## ASSIGNMENT:
Once you reach the line that contains "صلاح الدين الأيوبي</span>", retype it and every line after it exactly, ending with the last line of the entries.

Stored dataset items
=== Section Start ===

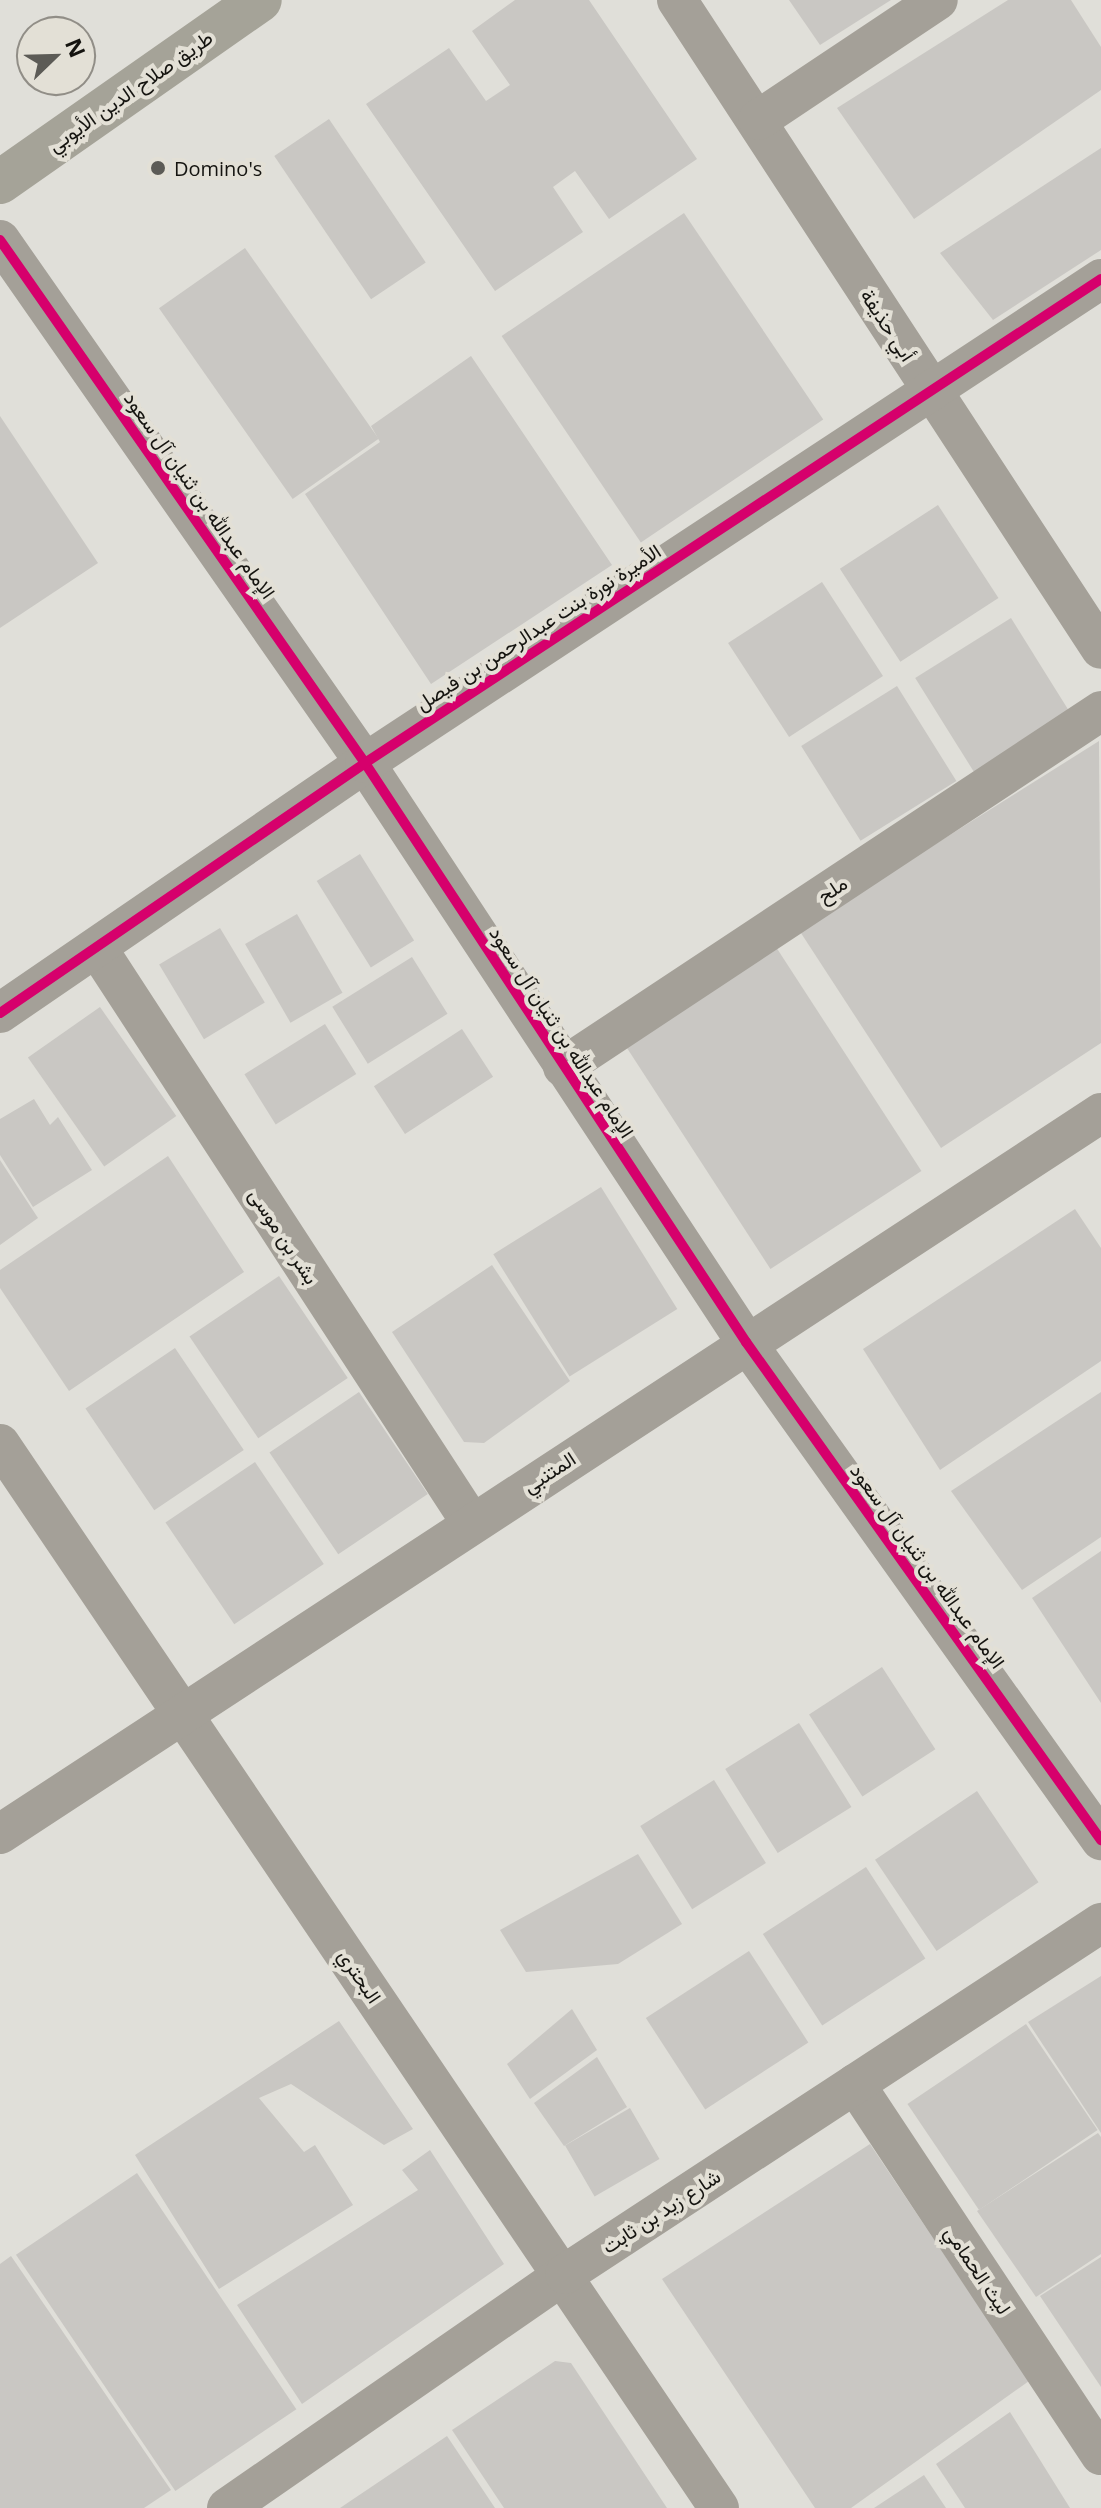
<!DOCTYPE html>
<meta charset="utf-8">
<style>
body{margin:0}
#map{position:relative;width:1101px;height:2508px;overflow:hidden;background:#e0dfd9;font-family:"Open Sans",Vazirmatn,sans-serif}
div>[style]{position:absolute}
.building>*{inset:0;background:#c9c7c3;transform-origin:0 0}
.minor>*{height:40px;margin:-20px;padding:0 20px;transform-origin:20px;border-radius:20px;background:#a4a098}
.primary>*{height:44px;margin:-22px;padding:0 22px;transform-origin:22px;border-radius:22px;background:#a5a398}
.cycleway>*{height:10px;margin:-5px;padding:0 5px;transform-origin:5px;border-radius:5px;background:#d6006c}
.dots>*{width:22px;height:22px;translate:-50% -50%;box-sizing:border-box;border:4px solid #e3e0d6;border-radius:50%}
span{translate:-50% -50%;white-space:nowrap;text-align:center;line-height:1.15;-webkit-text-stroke:8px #e3e0d6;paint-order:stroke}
.street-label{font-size:20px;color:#151410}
.poi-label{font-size:20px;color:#151410}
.left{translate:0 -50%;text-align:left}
.north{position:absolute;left:16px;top:16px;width:80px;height:80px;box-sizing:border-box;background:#e3e0d6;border:2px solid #918e87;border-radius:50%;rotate:67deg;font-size:22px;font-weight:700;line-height:32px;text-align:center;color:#151410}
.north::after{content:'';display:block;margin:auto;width:28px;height:36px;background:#5c5b56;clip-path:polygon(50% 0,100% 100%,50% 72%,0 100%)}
</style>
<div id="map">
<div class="building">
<div style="clip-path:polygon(515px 0,589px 0,697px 159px,609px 219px,575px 171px,553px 187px,583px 232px,495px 291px,366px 104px,449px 48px,486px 101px,510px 85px,472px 31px)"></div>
<div style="clip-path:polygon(789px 0,891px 0,820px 45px)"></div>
<div style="clip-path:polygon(1008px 0,1071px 0,1101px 47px,1101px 90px,914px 219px,837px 108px)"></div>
<div style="left:329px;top:119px;width:173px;height:66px;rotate:56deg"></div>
<div style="clip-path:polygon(1101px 148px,1101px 250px,993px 320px,940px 253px)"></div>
<div style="left:684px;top:213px;width:249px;height:220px;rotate:56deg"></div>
<div style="left:245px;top:248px;width:233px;height:105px;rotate:55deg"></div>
<div style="clip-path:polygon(471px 356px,612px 565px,431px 684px,305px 494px,380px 442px,371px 426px)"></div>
<div style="clip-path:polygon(0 416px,98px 563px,0 628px)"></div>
<div style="left:938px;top:505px;width:111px;height:117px;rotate:57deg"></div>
<div style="left:822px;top:582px;width:112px;height:112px;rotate:57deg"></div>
<div style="left:1011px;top:618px;width:111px;height:113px;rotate:58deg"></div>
<div style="left:897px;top:686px;width:112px;height:113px;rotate:58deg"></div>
<div style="clip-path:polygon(1099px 741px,1101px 1043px,941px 1148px,799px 930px)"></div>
<div style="left:360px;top:854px;width:102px;height:51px;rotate:58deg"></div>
<div style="left:297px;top:914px;width:91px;height:60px;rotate:60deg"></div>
<div style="left:220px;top:928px;width:87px;height:71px;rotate:59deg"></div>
<div style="left:776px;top:947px;width:267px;height:180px;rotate:57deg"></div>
<div style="left:412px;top:957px;width:67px;height:94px;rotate:58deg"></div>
<div style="left:100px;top:1007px;width:133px;height:88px;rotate:55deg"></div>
<div style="left:325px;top:1024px;width:59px;height:95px;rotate:58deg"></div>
<div style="left:462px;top:1029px;width:57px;height:105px;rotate:57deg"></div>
<div style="clip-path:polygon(34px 1099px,50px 1125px,58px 1117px,92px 1170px,33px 1207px,0 1155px,0 1119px)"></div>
<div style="clip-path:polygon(168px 1156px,244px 1272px,69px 1391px,0 1288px,0 1270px)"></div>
<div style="clip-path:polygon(0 1160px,38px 1218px,0 1245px)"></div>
<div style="left:601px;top:1187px;width:144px;height:127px;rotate:58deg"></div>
<div style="clip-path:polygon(1075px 1209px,1101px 1248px,1101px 1361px,940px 1470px,863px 1349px)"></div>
<div style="clip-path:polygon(492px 1265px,570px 1381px,484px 1443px,464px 1442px,392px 1332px)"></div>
<div style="left:279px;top:1276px;width:123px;height:108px;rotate:56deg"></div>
<div style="left:175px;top:1348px;width:123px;height:108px;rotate:56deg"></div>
<div style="left:359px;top:1392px;width:123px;height:108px;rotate:56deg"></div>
<div style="clip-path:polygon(1101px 1392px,1101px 1537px,1022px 1590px,951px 1491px)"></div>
<div style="left:255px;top:1462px;width:123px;height:108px;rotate:56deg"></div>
<div style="clip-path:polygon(1101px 1551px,1101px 1703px,1032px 1598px)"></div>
<div style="left:882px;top:1667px;width:98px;height:87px;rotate:57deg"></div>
<div style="left:799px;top:1723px;width:99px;height:87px;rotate:58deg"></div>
<div style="left:714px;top:1780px;width:98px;height:87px;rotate:58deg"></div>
<div style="left:977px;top:1791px;width:110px;height:123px;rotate:56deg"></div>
<div style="clip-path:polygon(638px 1854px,682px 1924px,618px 1964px,526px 1972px,500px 1930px)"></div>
<div style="left:866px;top:1867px;width:109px;height:123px;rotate:57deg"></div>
<div style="left:749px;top:1951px;width:109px;height:123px;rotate:57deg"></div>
<div style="clip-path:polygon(1101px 1976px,1101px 2133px,1028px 2022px)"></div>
<div style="clip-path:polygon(572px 2009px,597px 2050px,530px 2099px,507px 2064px)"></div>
<div style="clip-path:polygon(339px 2021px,413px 2129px,384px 2145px,291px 2084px,259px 2098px,304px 2152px,315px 2145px,353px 2205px,219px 2289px,135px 2155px)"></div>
<div style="left:1026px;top:2024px;width:128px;height:143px;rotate:56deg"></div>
<div style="clip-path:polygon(597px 2057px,627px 2107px,564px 2146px,534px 2103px)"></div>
<div style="left:630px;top:2108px;width:59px;height:75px;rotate:60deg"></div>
<div style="clip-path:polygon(1098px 2133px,1101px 2137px,1101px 2254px,1036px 2297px,977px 2211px)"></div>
<div style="clip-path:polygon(870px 2144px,1029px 2381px,851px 2508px,815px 2508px,662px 2279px)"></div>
<div style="clip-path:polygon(430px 2150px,504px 2264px,302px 2404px,237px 2305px,418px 2190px,402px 2170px)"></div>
<div style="left:137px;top:2173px;width:285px;height:146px;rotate:56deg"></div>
<div style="clip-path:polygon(11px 2256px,171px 2490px,144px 2508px,0 2508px,0 2264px)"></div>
<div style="clip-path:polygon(1101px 2257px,1101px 2387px,1040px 2296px)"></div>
<div style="clip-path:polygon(555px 2361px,571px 2363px,667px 2508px,504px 2508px,452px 2430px)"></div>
<div style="clip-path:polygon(1010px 2412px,1070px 2508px,965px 2508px,936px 2464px)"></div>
<div style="clip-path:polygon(447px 2436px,495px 2508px,340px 2508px)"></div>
<div style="clip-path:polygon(924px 2475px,946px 2508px,874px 2508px)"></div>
</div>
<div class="minor">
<div style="left:677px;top:0;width:775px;rotate:56.84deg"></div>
<div style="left:758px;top:120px;width:216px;rotate:-33.7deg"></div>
<div style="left:0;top:240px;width:638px;rotate:55.09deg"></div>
<div style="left:365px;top:763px;width:693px;rotate:56.65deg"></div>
<div style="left:746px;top:1342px;width:612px;rotate:54.52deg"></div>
<div style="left:97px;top:948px;width:687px;rotate:56.93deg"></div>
<div style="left:0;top:1013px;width:442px;rotate:-34.4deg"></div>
<div style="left:365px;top:763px;width:881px;rotate:-33.33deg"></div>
<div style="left:563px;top:1067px;width:645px;rotate:-33.49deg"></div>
<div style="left:0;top:1444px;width:1284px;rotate:55.95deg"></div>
<div style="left:0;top:1834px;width:1316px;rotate:-33.22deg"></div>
<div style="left:855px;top:2084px;width:445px;rotate:56.5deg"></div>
<div style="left:227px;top:2508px;width:411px;rotate:-34.7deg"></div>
<div style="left:565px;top:2274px;width:641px;rotate:-33.22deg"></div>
</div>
<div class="primary">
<div style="left:0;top:182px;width:317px;rotate:-35deg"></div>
</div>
<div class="cycleway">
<div style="left:0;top:240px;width:638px;rotate:55.09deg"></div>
<div style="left:365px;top:763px;width:693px;rotate:56.65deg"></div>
<div style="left:746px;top:1342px;width:612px;rotate:54.52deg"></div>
<div style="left:0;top:1013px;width:442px;rotate:-34.4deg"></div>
<div style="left:365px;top:763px;width:881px;rotate:-33.33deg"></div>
</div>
<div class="dots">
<div style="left:158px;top:168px;background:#5c5b56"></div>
</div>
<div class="street-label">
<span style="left:130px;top:91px;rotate:-35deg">طريق صلاح الدين الأيوبي</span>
<span style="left:888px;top:325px;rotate:57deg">أبي حذيفة</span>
<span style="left:200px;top:495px;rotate:55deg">الإمام عبدالله بن ثنيان آل سعود</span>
<span style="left:538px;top:627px;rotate:-33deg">الأميرة نورة بنت عبدالرحمن بن فيصل</span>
<span style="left:832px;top:889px;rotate:-33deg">ملح</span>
<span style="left:562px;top:1032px;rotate:57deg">الإمام عبدالله بن ثنيان آل سعود</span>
<span style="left:284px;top:1236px;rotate:57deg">بشر بن موسى</span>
<span style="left:549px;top:1472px;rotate:-33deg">المتنبي</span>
<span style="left:928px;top:1566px;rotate:54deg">الإمام عبدالله بن ثنيان آل سعود</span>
<span style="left:360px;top:1976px;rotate:56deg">البحتري</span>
<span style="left:661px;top:2211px;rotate:-33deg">شارع زيد بن ثابت</span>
<span style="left:978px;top:2270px;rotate:56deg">ليث الحمامي</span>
</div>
<div class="poi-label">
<span class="left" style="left:174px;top:168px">Domino's</span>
</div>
<div class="north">N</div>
</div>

=== Section End ===

## EXERCISE OUTPUT:
<span style="left:130px;top:91px;rotate:-35deg">طريق صلاح الدين الأيوبي</span>
<span style="left:888px;top:325px;rotate:57deg">أبي حذيفة</span>
<span style="left:200px;top:495px;rotate:55deg">الإمام عبدالله بن ثنيان آل سعود</span>
<span style="left:538px;top:627px;rotate:-33deg">الأميرة نورة بنت عبدالرحمن بن فيصل</span>
<span style="left:832px;top:889px;rotate:-33deg">ملح</span>
<span style="left:562px;top:1032px;rotate:57deg">الإمام عبدالله بن ثنيان آل سعود</span>
<span style="left:284px;top:1236px;rotate:57deg">بشر بن موسى</span>
<span style="left:549px;top:1472px;rotate:-33deg">المتنبي</span>
<span style="left:928px;top:1566px;rotate:54deg">الإمام عبدالله بن ثنيان آل سعود</span>
<span style="left:360px;top:1976px;rotate:56deg">البحتري</span>
<span style="left:661px;top:2211px;rotate:-33deg">شارع زيد بن ثابت</span>
<span style="left:978px;top:2270px;rotate:56deg">ليث الحمامي</span>
</div>
<div class="poi-label">
<span class="left" style="left:174px;top:168px">Domino's</span>
</div>
<div class="north">N</div>
</div>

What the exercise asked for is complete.